--- TASK DESCRIPTION ---
What lines in the data below mention the string "coordinates"? Copy them out.

=== Begin Enclosure ===

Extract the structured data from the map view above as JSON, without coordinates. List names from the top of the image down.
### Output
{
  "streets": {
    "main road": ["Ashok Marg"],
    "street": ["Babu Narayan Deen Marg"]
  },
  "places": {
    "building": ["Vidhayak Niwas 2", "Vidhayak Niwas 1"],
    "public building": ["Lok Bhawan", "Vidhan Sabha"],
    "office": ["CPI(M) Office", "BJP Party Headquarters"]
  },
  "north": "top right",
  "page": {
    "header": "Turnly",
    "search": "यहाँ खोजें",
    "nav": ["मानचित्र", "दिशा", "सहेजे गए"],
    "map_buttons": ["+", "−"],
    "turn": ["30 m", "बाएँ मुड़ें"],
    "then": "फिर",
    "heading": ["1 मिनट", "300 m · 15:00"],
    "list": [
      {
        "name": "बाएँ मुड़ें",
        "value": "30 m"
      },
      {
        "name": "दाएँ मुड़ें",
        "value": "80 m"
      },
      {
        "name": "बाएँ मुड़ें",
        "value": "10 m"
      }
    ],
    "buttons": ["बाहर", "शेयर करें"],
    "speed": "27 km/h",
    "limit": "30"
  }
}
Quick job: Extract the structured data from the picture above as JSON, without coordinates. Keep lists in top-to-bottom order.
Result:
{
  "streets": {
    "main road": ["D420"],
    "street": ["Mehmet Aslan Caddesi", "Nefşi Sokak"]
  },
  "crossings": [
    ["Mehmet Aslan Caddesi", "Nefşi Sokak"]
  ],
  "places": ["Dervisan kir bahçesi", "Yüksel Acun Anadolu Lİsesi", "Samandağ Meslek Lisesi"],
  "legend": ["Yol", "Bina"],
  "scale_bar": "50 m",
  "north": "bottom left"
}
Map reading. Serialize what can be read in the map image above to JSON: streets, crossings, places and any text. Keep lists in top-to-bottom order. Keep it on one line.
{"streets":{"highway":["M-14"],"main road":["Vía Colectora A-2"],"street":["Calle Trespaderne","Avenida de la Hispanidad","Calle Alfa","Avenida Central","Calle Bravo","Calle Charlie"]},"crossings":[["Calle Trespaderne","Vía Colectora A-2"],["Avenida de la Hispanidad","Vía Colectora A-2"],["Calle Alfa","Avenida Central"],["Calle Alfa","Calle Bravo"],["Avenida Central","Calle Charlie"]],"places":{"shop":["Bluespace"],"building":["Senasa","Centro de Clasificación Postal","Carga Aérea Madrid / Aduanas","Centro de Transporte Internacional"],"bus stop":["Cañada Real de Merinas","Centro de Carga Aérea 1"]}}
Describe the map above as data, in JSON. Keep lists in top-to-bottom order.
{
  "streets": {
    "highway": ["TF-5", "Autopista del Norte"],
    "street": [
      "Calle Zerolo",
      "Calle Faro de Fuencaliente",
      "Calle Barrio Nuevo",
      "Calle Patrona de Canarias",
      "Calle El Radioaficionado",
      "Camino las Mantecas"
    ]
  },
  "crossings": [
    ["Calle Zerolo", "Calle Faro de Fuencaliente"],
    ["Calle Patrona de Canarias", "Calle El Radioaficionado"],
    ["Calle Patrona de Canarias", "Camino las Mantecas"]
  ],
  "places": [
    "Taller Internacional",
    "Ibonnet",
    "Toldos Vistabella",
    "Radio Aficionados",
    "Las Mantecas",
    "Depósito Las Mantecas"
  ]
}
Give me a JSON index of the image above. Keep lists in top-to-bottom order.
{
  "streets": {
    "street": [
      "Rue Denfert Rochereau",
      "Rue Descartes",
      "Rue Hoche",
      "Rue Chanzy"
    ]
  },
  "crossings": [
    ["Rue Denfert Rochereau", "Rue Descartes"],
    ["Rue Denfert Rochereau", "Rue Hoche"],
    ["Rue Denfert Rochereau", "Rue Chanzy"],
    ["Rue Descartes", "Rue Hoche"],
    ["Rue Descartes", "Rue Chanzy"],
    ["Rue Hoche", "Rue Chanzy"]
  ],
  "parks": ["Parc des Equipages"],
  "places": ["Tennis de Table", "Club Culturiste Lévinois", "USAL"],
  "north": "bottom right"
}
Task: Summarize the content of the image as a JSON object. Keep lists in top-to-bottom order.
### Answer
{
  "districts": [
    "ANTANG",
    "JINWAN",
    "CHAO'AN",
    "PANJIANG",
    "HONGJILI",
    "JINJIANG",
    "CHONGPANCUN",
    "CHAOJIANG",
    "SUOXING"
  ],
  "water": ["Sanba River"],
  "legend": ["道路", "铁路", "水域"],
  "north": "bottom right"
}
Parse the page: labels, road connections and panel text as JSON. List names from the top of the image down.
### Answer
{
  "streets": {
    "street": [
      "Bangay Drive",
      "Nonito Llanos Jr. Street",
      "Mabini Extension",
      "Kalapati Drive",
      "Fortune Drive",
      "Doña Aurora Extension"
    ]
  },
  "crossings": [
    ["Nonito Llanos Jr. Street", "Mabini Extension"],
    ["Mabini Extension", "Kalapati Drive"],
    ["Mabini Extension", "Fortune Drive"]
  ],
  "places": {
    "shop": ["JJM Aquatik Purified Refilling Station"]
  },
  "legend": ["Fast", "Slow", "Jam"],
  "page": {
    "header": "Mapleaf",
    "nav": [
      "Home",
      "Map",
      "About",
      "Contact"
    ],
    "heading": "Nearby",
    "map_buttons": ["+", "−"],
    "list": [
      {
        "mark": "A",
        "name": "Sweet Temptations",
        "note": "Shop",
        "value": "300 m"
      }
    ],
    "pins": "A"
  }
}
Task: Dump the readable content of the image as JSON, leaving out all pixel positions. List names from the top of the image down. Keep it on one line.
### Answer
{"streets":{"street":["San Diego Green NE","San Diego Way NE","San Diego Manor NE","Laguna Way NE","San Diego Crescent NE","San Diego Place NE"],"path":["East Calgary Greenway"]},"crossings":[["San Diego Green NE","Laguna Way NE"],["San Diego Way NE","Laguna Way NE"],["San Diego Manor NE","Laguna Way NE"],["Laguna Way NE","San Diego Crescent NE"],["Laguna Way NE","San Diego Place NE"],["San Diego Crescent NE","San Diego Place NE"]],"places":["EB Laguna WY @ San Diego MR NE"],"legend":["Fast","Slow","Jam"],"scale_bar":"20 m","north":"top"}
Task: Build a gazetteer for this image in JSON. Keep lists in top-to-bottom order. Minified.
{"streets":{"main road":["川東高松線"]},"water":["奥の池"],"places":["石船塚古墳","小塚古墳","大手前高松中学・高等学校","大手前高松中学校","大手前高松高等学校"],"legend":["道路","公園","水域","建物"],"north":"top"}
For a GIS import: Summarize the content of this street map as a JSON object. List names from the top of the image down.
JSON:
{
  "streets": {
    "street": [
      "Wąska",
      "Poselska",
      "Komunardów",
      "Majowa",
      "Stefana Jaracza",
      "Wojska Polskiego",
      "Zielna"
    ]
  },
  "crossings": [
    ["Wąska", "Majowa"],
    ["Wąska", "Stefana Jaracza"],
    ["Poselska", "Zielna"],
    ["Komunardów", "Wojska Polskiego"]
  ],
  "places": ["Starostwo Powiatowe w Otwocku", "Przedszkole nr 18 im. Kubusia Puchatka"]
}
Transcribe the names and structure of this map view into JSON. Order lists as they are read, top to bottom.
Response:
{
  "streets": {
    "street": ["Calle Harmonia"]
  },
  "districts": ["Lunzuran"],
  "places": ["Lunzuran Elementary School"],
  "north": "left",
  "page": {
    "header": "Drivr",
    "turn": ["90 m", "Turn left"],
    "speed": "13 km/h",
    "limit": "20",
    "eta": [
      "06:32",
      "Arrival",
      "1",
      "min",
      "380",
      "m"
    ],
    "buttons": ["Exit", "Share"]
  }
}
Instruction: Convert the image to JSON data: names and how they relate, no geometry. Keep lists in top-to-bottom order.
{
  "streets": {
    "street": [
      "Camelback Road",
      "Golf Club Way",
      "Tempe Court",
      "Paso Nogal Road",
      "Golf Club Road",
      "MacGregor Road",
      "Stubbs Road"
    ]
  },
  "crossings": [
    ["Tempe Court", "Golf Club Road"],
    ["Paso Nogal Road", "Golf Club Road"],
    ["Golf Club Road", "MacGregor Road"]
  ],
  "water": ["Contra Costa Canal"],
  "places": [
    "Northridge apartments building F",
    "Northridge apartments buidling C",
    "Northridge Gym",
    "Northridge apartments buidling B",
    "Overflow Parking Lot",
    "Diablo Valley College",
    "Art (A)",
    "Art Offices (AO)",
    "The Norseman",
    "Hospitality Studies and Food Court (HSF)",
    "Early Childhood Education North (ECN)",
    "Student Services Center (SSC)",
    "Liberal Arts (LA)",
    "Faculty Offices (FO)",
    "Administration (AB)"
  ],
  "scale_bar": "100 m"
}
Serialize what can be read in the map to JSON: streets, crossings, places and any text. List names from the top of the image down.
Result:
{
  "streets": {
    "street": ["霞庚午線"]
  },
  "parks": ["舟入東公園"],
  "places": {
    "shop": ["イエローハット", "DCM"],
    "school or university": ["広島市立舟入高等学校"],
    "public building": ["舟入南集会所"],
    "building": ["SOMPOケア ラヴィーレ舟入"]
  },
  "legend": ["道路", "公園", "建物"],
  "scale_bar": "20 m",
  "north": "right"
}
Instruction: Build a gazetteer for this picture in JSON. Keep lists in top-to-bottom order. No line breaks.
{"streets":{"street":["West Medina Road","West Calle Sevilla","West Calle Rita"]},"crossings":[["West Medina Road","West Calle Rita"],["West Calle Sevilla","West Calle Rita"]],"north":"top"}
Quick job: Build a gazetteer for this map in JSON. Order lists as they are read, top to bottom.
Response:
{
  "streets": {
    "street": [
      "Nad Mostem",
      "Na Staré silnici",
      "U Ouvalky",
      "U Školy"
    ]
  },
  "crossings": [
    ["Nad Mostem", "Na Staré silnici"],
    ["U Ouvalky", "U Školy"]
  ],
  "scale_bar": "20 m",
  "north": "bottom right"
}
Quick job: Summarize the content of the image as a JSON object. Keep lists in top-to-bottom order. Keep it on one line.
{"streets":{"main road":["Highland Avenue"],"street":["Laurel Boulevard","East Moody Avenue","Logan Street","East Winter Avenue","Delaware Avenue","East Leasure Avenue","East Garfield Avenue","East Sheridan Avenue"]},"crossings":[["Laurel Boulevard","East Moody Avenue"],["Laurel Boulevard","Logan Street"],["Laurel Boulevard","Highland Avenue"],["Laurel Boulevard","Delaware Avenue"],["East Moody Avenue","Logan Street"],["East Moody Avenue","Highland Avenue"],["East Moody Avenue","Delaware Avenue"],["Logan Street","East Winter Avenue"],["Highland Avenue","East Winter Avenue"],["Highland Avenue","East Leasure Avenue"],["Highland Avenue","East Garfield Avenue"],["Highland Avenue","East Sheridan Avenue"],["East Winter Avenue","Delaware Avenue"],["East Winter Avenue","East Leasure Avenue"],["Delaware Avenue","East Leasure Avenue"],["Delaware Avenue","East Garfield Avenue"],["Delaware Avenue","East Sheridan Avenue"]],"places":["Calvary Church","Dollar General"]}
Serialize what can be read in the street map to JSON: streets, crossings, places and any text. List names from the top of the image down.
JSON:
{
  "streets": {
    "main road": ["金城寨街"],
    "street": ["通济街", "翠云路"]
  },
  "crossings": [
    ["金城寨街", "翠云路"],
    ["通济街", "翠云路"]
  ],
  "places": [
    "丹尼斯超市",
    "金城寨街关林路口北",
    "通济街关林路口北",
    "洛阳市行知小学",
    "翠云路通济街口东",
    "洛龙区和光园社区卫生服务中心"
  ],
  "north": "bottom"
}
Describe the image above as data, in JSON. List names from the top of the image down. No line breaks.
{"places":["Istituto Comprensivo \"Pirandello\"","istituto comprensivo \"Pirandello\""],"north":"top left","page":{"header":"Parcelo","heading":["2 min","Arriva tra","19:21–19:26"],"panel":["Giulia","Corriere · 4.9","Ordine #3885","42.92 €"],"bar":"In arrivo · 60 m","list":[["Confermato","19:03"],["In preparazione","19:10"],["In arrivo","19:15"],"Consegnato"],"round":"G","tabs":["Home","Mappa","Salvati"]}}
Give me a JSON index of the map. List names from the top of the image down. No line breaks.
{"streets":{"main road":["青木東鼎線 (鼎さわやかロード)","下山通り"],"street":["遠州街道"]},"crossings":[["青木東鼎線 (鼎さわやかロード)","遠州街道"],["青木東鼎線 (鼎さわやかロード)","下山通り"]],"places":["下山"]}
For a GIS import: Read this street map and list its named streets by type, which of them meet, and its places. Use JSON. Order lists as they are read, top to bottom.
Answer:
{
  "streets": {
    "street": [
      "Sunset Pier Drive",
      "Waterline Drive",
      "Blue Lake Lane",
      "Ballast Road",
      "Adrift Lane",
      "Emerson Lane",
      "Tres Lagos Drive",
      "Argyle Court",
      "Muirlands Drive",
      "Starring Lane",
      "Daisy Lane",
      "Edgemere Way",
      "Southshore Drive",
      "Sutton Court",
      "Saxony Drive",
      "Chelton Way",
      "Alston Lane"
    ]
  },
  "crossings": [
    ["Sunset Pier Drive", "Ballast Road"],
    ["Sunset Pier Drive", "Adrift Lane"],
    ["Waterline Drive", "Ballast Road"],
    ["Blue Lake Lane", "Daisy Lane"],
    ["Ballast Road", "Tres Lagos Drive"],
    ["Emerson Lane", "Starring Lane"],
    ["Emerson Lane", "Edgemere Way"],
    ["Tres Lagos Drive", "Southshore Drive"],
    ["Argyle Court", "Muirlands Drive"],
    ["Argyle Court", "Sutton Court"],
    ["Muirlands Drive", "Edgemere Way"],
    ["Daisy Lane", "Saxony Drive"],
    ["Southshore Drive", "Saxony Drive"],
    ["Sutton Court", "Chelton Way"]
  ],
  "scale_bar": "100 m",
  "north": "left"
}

=== End Enclosure ===

--- RESULT OF THIS EXERCISE ---
Extract the structured data from the map view above as JSON, without coordinates. List names from the top of the image down.
Quick job: Extract the structured data from the picture above as JSON, without coordinates. Keep lists in top-to-bottom order.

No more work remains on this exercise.